An Amazon SageMaker *training job* is a compute process that trains an ML model in an containerized environment. In this notebook, you will create a training job with your own custom container on Amazon SageMaker. To read more about training job, refer to the [official docs](https://docs.aws.amazon.com/sagemaker/latest/dg/how-it-works-training.html)

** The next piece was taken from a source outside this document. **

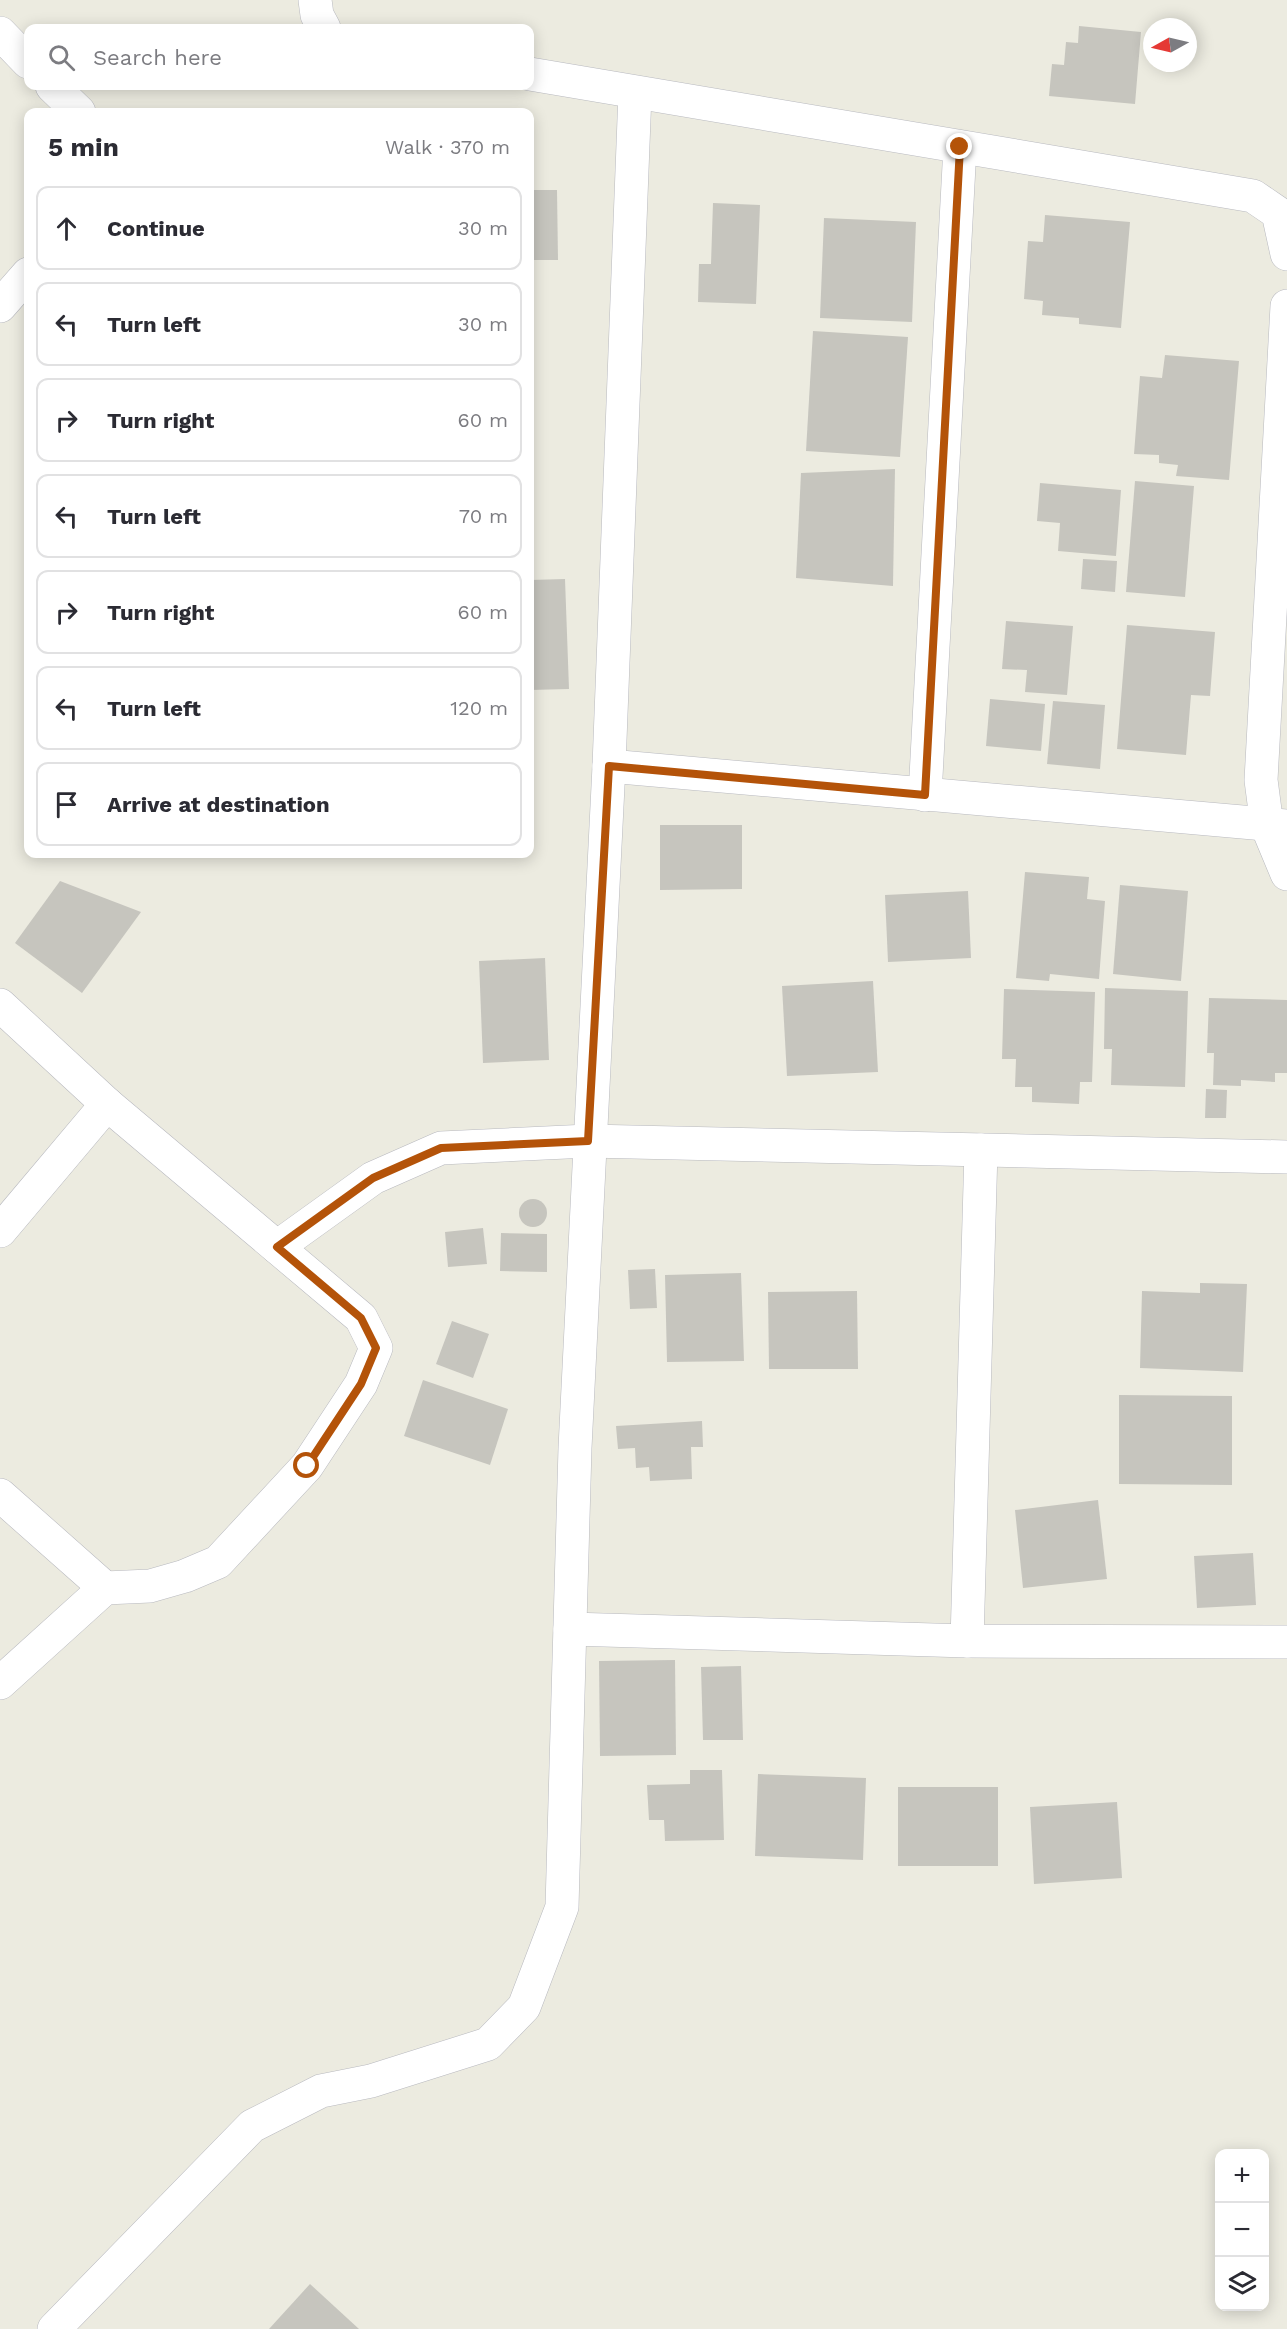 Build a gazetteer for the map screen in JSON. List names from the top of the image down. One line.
{"north":"left","page":{"search":"Search here","heading":["5 min","Walk · 370 m"],"list":[["Continue","30 m"],["Turn left","30 m"],["Turn right","60 m"],["Turn left","70 m"],["Turn right","60 m"],["Turn left","120 m"],"Arrive at destination"],"map_buttons":["+","−"]}}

The outline of this notebook is:
- set up an service execution for SageMaker to run a training job
- build a light-weighted container based on continuumio/miniconda
- test your container locally
- push your container to Elastic Container Registry (ECR)
- upload your training data to an S3 bucket
- create a training job with everything you did above

In [None]:
import boto3 # your gateway to AWS APIs
import datetime
import pprint
import os
import time
import re

pp = pprint.PrettyPrinter(indent=1)
iam = boto3.client('iam')

In [None]:
# some helper functions
def current_time():
    ct = datetime.datetime.now() 
    return str(ct.now()).replace(":", "-").replace(" ", "-")[:19]

def account_id():
    return boto3.client('sts').get_caller_identity()['Account']

## Set up a service role for SageMaker

Review [notebook on execution role](https://github.com/hsl89/amazon-sagemaker-examples/blob/execution-role/sagemaker-fundamentals/execution-role/execution-role.ipynb) for step-by-step instructions on how to create an IAM Role.

The service role is intended to be assumed by the SageMaker service to procure resources in your AWS account on your behalf. 

1. If you are running this this notebook on SageMaker infrastructure like Notebook Instances or Studio, then we will use the role you used to spin up those resources

2. If you are running this notebook on an EC2 instance, then we will create a service role attach `AmazonSageMakerFullAccess` to it. If you already have a SageMaker service role, you can paste its `role_arn` here. 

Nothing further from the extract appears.